*** Material for this exercise ***
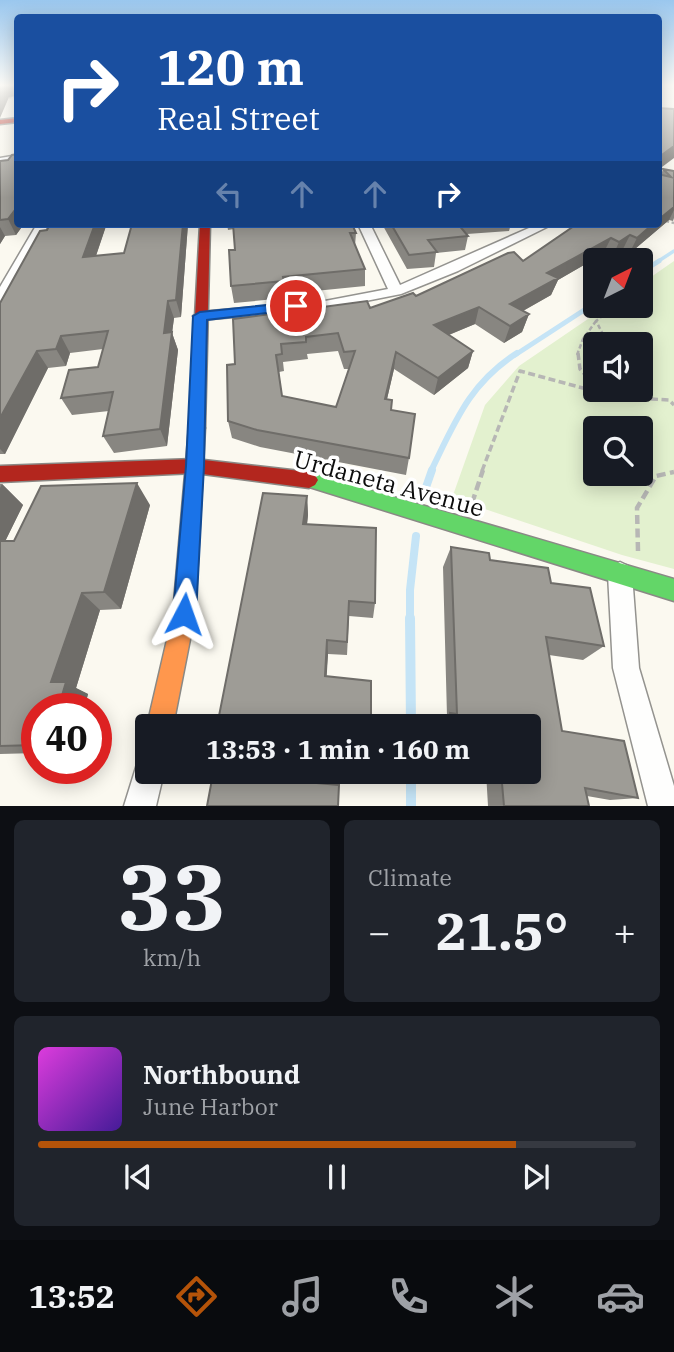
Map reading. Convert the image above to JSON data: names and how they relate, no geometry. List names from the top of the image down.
{
  "streets": {
    "street": ["Urdaneta Avenue"]
  },
  "north": "top right",
  "page": {
    "turn": ["120 m", "Real Street"],
    "limit": "40",
    "trip": "13:53 · 1 min · 160 m",
    "tile": [
      ["33", "km/h"],
      "Climate"
    ],
    "heat": ["−", "21.5°", "+"],
    "song": ["Northbound", "June Harbor"],
    "tabs": "13:52"
  }
}
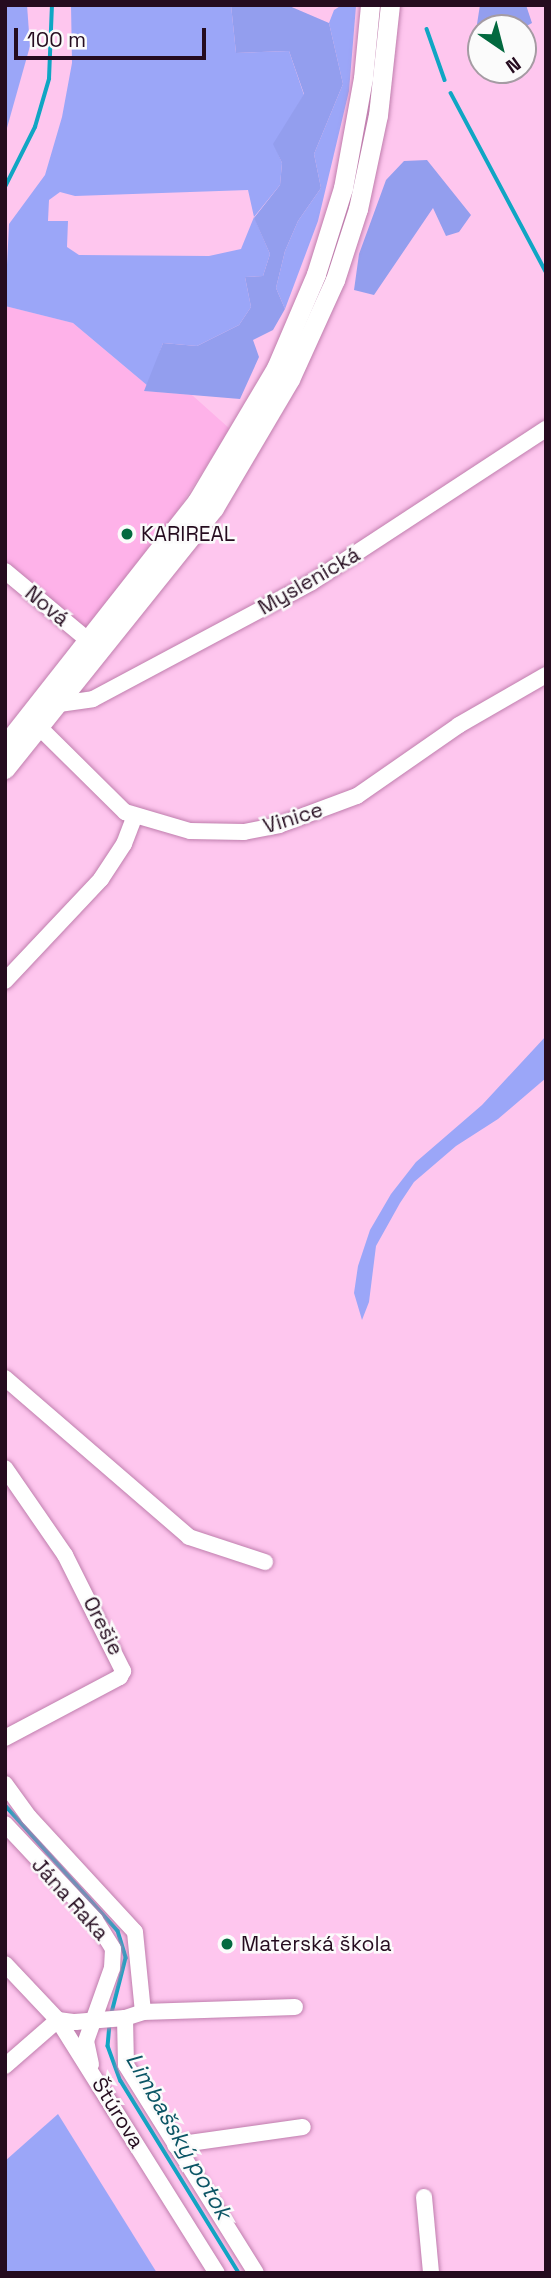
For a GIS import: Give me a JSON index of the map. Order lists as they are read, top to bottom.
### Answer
{
  "streets": {
    "street": [
      "Myslenická",
      "Nová",
      "Vinice",
      "Orešie",
      "Jána Raka",
      "Štúrova"
    ]
  },
  "crossings": [
    ["Jána Raka", "Štúrova"]
  ],
  "water": ["Limbašský potok"],
  "places": ["KARIREAL", "Materská škola"],
  "scale_bar": "100 m",
  "north": "bottom right"
}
***
▶ **Activity**: Nothing but the lines from the one holding "For a GIS import: Give" through the end of the listing above should appear, each exactly as given.

▶ **Problem solution**:
For a GIS import: Give me a JSON index of the map. Order lists as they are read, top to bottom.
### Answer
{
  "streets": {
    "street": [
      "Myslenická",
      "Nová",
      "Vinice",
      "Orešie",
      "Jána Raka",
      "Štúrova"
    ]
  },
  "crossings": [
    ["Jána Raka", "Štúrova"]
  ],
  "water": ["Limbašský potok"],
  "places": ["KARIREAL", "Materská škola"],
  "scale_bar": "100 m",
  "north": "bottom right"
}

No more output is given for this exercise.